In order to follow the progression of the epidemic, the country has implemented a massive testing policy, carrying out around 15 screenings per day. But laboratories are struggling to keep pace. In late May, the country had nearly 000 people waiting to be tested, according to the Ministry of Health.
At the origin of the traffic jam: a lack of equipment. “We are facing a global shortage of reagents, a challenge that is becoming a difficulty for many countries”, noted Minister of Health Zweli Mkhize on May 26, in a press release cited by News24. A few days later, the government finally decided to play transparency on the real extent of the problem after weeks of denial. “There is no delay”, has long maintained the National Heath Laboratory Services (NHLS), in charge of the tests, while the rumor of the existence of a traffic jam has been mounting since March, as recalled by Mail & Guardian.
24 hours to 14 days for results
The subject nevertheless deserves transparency. “This delay has a significant effect on the ability to determine how the virus spreads and in which communities the transmission is highest. It also conditions the way the government manages the scarcity of medical resources at its disposal ”, underlines the Mail & Guardian.
The delay in the analysis of the tests also means that positive people can stay for days without knowing their status, at the risk of infecting those around them. “In many places across the country, [the deadline for obtaining the results] went from twenty-four hours to five to fourteen days ”, say two specialists in a forum on the specialized site Bekhisisa.
In order to remedy the problem, the same authors called on the government to urgently review its testing strategy in a forum published by the Daily Maverick early June. Mass screening policy “Apparently does not take into account the reality of the crisis affecting the ability of South Africa to support the tests of Covid-19”.
Conversely, they recommend the implementation of a more targeted policy: “The limited testing resources available in South Africa […] must be concentrated where the needs are greatest, namely in our health facilities.”
Over 55s and nursing staff
It is precisely by rethinking its testing strategy that the province of Western Cape, the most affected by the epidemic in the country, has practically managed to resolve the problem in recent days, reports News24 :
The delay has decreased significantly since [the province] limited its testing to people over 55, those with Covid-19 symptoms and caregivers. ”
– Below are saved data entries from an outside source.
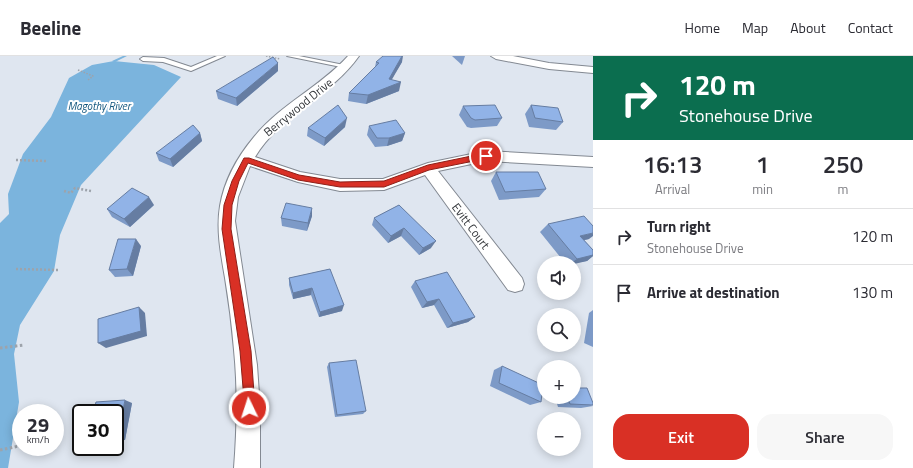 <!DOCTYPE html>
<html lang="en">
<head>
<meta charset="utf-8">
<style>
	:root { --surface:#fff; --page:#f7f7f7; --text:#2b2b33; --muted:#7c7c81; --line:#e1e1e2; --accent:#d93025 }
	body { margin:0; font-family:"Titillium Web",sans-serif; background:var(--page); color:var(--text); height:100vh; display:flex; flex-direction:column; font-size:15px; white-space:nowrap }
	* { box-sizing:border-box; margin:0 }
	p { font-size:13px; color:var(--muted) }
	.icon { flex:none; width:22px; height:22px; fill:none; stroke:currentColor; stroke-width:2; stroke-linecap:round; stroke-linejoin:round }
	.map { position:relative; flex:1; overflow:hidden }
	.details { display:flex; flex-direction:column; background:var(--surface); width:320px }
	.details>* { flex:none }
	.banner { background:#0b6e4f; color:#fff; overflow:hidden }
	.fabs { position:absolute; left:537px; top:200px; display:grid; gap:8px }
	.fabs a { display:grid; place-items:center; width:44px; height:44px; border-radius:50%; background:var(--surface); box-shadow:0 2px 10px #0003; font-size:20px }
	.speed { position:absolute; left:12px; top:348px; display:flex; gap:8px; font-size:20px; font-weight:700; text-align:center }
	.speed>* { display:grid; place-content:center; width:52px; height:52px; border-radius:50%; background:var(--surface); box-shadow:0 2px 10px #0003; line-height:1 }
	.speed small { font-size:10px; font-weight:400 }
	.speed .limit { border:2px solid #111; border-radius:6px; background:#fff; color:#111 }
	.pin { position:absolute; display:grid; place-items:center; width:34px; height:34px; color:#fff; margin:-17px; border:2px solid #fff; border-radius:50%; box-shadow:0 1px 4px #0007 }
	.me { position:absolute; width:44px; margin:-22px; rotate:356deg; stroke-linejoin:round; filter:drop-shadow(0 0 3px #0008) }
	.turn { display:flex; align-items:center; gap:14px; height:84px; padding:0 20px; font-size:18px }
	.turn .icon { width:52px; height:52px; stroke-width:2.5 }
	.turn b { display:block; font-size:28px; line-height:34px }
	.eta { display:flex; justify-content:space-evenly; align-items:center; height:68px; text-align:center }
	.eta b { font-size:24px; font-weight:600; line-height:28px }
	.button { display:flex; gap:8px; margin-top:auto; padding:8px 20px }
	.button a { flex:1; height:46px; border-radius:16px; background:var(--accent); color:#fff; font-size:16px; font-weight:600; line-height:46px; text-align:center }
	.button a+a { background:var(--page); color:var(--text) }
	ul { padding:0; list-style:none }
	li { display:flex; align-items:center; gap:12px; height:56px; padding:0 20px; border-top:1px solid var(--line) }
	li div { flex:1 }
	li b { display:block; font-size:15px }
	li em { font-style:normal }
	header { display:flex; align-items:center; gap:24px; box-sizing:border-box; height:56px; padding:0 20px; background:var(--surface); border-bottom:1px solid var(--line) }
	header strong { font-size:19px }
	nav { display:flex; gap:22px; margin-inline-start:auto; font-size:14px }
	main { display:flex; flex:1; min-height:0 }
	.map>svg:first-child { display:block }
</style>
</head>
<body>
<header>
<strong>Beeline</strong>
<nav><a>Home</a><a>Map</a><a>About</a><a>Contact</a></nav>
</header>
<main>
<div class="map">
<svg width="593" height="412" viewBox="0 0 593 412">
	<rect width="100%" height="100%" fill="#dfe6f0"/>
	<path fill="#7bb4dd" d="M114,5l40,4 27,12 -100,108 -21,50 -6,36 -34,54 -6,29 5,48 -11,66h-8v-245l9,-9 -1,-20 15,-40 28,-37 18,-39 23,-13z"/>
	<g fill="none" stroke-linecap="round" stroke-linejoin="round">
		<path fill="#7bb4dd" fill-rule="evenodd" d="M123,0h4l-12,6 -3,-1z"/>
		<g stroke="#838992" stroke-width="2">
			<g id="lane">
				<path d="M217,0h8l-34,15 -28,-9 -20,-1 -3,-2 3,-2 21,1 27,9z"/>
				<path d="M287,0h12l50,10 -3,2z"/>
			</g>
		</g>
		<g stroke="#838992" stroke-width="2">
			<g id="street">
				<path d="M348,0h11c-28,40 -78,58 -104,101l45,15 40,7h43l45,-16 58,-12 107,6v10l-107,-6 -48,10 84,107 2,6 -2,6 -7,2 -7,-2 -83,-115 -41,15 -44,1 -42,-9 -48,-16 -12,31 -3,24 22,144 3,44v59h-26c3,-39 4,-78 0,-118 -2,-24 -5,-48 -9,-72 -4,-23 -9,-48 -5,-72 4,-25 18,-50 34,-69 27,-33 66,-50 94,-81z"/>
				<path d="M491,0h22l36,7 44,4v6l-44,-4 -53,-10z"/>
			</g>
		</g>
		<g stroke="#9da3ab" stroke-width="1.5" stroke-dasharray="1.5 1.5" stroke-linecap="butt">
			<path d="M266,0l14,3"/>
			<path d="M78,14l15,6 -5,4"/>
		</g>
		<g stroke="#9da3ab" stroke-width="2.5" stroke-dasharray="2 2" stroke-linecap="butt">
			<path d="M16,104l30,1"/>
			<path d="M64,135l7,2 4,-5 16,3"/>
			<path d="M16,213l43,1"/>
		</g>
		<g stroke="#9da3ab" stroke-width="3" stroke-dasharray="2.5 2.5" stroke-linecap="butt">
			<path d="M0,292l24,-3"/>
			<path d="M0,394l19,-4"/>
		</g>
		<use href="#lane" fill="#fff" fill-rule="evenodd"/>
		<use href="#street" fill="#fff" fill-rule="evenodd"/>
	</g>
	<g fill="#7d9ac7">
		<path d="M452,0h13l-3,9z"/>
		<path d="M376,6h26l-11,18 8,11 -33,13 -18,-3 1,-8 26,-26z"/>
		<path d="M278,15l-41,35 -19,-7 -2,-8z"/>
		<path d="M531,49l32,17 -7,8 -27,-3 -4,-13z"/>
		<path d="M463,50l39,12 -5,8 -26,2 -4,-1 -8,-12z"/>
		<path d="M369,70l36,7 -3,8 -15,5 -12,1 -8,-12z"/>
		<path d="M345,71l-21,19 -17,-10 1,-8z"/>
		<path d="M200,77l2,8 -29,26 -14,-6 -3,-8z"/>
		<path d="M496,116l50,17 -7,8 -40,3 -8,-19z"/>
		<path d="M154,149l-24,22 -18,-10 -5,-8z"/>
		<path d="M399,149l32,43 -12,7 -18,-19 -13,7 -16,-18 2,-7z"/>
		<path d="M312,160l-5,15 -25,-5 -1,-8z"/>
		<path d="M548,168l41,15 -5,1 9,10v6l-6,5 -13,2h-9l-25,-31z"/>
		<path d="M141,190l-8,30 -18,1 -6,-7z"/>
		<path d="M330,213l12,42 -23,6 -8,-22 -18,4 -4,-14v-7z"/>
		<path d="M415,225l60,36 -7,5 -21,6 -13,-23 -12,3 -11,-21z"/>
		<path d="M593,254v37l-9,-4 5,-30z"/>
		<path d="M329,307l37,48 -3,3 -28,3 -8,-50z"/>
		<path d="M502,310l39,36 -11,3 -40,-19 4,-16z"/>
		<path d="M555,341h19l19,9 -12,2 -23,-1z"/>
		<path d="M132,347l-7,37 -10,1v-28z"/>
	</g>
	<g fill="#667da2">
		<path d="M402,0h1l-1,6 -15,26 2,-9z"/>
		<path d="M278,7v8l-41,35 -1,-8z"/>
		<path d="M401,26l-2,9 -33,13 2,-9z"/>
		<path d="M347,62l-2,9 -21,19 1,-8z"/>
		<path d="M200,77l2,8 -29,26 -3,-8z"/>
		<path d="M405,77l-3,8 -15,5 2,-8z"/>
		<path d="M149,141l5,8 -24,22 -6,-8z"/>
		<path d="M312,152v8l-5,15 1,-8z"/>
		<path d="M404,172l-3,8 -13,7 3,-7z"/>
		<path d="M593,177v3l-4,3 -18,4 9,-7z"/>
		<path d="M136,183l5,7 -8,30 -6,-7z"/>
		<path d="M436,185l-5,7 -12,7 4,-7z"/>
		<path d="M593,199v1l-6,5 -13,3v-1h-3l6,-4z"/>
		<path d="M312,232l-1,7 -18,4v-6z"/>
		<path d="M439,243l-5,6 -12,3 5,-6z"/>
		<path d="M344,249l-2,6 -23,6 1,-5z"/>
		<path d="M139,251l6,6 2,23 -41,12 -8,-5z"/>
		<path d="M475,261l-7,5 -21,6 6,-5z"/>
		<path d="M125,344l7,3 -7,37 -8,-1z"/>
	</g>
	<g fill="#91b3e7" stroke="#667da2">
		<path d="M383,0h19l-13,23 12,3 -33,13 -19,-2 30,-30 -3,-1z"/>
		<path d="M273,1l5,6 -42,35 -20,-7z"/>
		<path d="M338,49l9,13 -22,20 -17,-10z"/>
		<path d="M495,49l7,13 -27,2 -4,-2 -8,-12z"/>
		<path d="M531,49l27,3 5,14 -28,-4z"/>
		<path d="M396,64l9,13 -16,5h-12l-8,-12z"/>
		<path d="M193,69l7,8 -30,26 -14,-6z"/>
		<path d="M496,116h42l8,17 -41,3z"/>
		<path d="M132,132l17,9 -25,22 -17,-10z"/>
		<path d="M286,147l26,5 -4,15 -27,-5z"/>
		<path d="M399,149l37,36 -13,7 -19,-20 -13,8 -17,-18z"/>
		<path d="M584,160l9,10v7l-13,3 13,14v5l-16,4 -29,-35z"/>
		<path d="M118,183h18l-9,30 -18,1z"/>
		<path d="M330,213l14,36 -24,7 -8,-24 -19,5 -4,-15z"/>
		<path d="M447,216l28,45 -22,6 -14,-24 -12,3 -12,-21z"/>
		<path d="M139,251l2,24 -43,12v-24z"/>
		<path d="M356,304l10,51 -29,4 -8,-52z"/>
		<path d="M502,310l41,19 -2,17 -42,-19z"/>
		<path d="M574,332h13l6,15v2l-23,-1 -3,-7h7z"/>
		<path d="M125,344l-8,39 -2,1v-27h-22l3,-11z"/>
	</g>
	<path fill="#d93025" stroke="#8d1f18" d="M486,97l3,1v4l-60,12 -45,17h-44l-42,-7 -50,-17 -9,18 -7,24 -1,24 20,122 4,57 -1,4 -5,2 -4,-2 -5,-61 -18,-122 2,-24 8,-24 12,-23h5l50,17 18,3 23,4 44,-1 44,-16z"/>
	<g text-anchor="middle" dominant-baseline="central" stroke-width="4" stroke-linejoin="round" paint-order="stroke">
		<g font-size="11" font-style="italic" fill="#10557d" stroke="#fff">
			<text x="99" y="50">Magothy River</text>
		</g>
		<g font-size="12" fill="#313438" stroke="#fff">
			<text transform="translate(298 51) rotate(-39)">Berrywood Drive</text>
			<text transform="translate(471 170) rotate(53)">Evitt Court</text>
		</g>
	</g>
</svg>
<div class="fabs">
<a><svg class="icon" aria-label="sound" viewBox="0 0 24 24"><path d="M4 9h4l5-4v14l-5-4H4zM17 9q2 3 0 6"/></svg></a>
<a><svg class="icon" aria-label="search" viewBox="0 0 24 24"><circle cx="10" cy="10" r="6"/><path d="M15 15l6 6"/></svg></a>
<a>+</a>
<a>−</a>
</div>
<div class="speed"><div>29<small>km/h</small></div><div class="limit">30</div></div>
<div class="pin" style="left:486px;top:100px;background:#d93025"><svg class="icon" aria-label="arrive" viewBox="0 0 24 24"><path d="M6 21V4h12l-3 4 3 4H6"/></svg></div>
<svg class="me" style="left:249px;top:352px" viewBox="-20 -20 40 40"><circle r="17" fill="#d93025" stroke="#fff" stroke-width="3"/><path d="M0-11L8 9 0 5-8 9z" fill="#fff"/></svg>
</div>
<section class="details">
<div class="banner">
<div class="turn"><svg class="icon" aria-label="right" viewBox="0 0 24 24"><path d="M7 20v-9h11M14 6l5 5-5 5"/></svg><div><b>120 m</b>Stonehouse Drive</div></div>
</div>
<div class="eta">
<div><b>16:13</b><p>Arrival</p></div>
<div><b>1</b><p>min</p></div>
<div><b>250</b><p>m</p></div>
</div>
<ul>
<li><svg class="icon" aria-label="right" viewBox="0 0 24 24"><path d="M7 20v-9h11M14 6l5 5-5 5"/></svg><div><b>Turn right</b><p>Stonehouse Drive</p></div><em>120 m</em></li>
<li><svg class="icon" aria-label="arrive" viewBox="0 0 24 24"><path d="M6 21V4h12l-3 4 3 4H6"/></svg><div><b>Arrive at destination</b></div><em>130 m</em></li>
</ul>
<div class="button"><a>Exit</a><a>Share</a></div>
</section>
</main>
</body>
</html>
According to the provincial health official, the number of pending tests fell from 28 in late May to 000 on Wednesday, June 3.
Nationally, care capacities are also improving. On June 10, South Africa had “more than” 63 tests pending, according to figures from the National Health Services Laboratory scrutinized by BusinessTech. Beyond the lack of reagents, Africa as a whole faces a shortage of tests that could mask the reality of the epidemic on the continent. “We must have products made in Africa, we cannot continue to import basic products”, said the director of the African Center for Disease Control and Prevention, John Nkengasong, in late May.